##### MATERIAL FOR THIS TASK

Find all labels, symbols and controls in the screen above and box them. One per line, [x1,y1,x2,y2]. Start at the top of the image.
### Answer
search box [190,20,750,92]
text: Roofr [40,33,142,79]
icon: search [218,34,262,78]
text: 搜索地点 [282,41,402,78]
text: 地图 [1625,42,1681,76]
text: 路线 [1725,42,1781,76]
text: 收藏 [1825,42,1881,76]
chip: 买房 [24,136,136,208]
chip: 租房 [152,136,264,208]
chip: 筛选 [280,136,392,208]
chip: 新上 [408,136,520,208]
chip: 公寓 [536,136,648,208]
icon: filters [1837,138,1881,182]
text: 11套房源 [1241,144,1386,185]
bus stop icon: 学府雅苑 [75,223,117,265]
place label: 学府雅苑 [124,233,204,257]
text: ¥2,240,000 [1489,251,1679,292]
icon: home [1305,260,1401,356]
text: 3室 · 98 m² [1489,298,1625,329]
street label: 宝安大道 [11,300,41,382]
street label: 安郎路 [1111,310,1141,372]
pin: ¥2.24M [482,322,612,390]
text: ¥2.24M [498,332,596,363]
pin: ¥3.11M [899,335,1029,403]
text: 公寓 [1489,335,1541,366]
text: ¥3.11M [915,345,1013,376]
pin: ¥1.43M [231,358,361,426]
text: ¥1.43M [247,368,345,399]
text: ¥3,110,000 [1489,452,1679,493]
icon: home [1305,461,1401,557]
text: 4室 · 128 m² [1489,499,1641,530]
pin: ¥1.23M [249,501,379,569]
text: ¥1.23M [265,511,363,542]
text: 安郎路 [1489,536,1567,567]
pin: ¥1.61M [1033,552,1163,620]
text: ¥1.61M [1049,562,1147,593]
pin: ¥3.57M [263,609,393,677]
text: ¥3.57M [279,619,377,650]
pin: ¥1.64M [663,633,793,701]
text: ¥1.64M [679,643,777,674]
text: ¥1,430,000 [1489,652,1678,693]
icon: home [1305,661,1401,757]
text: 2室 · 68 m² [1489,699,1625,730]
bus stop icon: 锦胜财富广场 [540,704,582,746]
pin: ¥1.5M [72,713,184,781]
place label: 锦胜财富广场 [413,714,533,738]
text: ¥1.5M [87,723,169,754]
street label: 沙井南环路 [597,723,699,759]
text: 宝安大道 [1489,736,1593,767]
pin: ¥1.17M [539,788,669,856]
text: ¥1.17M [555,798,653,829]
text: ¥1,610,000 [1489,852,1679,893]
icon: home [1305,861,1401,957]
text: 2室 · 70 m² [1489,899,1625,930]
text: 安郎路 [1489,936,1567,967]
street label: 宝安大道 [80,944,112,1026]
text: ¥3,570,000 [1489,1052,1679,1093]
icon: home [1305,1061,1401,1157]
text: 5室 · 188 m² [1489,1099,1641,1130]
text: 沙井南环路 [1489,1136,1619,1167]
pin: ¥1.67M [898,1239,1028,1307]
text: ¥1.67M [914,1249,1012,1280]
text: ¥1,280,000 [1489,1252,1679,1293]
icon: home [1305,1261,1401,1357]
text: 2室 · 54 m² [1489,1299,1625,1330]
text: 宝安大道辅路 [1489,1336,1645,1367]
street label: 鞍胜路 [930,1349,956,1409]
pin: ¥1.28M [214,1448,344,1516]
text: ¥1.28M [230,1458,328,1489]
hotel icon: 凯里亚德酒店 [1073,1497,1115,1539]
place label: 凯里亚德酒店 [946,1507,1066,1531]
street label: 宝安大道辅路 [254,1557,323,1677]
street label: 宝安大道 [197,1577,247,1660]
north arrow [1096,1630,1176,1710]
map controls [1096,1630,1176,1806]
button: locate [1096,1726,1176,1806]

##########

TASK DETAILS
For this task, copy every line of the material in which "street" appears.

OUTPUT
street label: 宝安大道 [11,300,41,382]
street label: 安郎路 [1111,310,1141,372]
street label: 沙井南环路 [597,723,699,759]
street label: 宝安大道 [80,944,112,1026]
street label: 鞍胜路 [930,1349,956,1409]
street label: 宝安大道辅路 [254,1557,323,1677]
street label: 宝安大道 [197,1577,247,1660]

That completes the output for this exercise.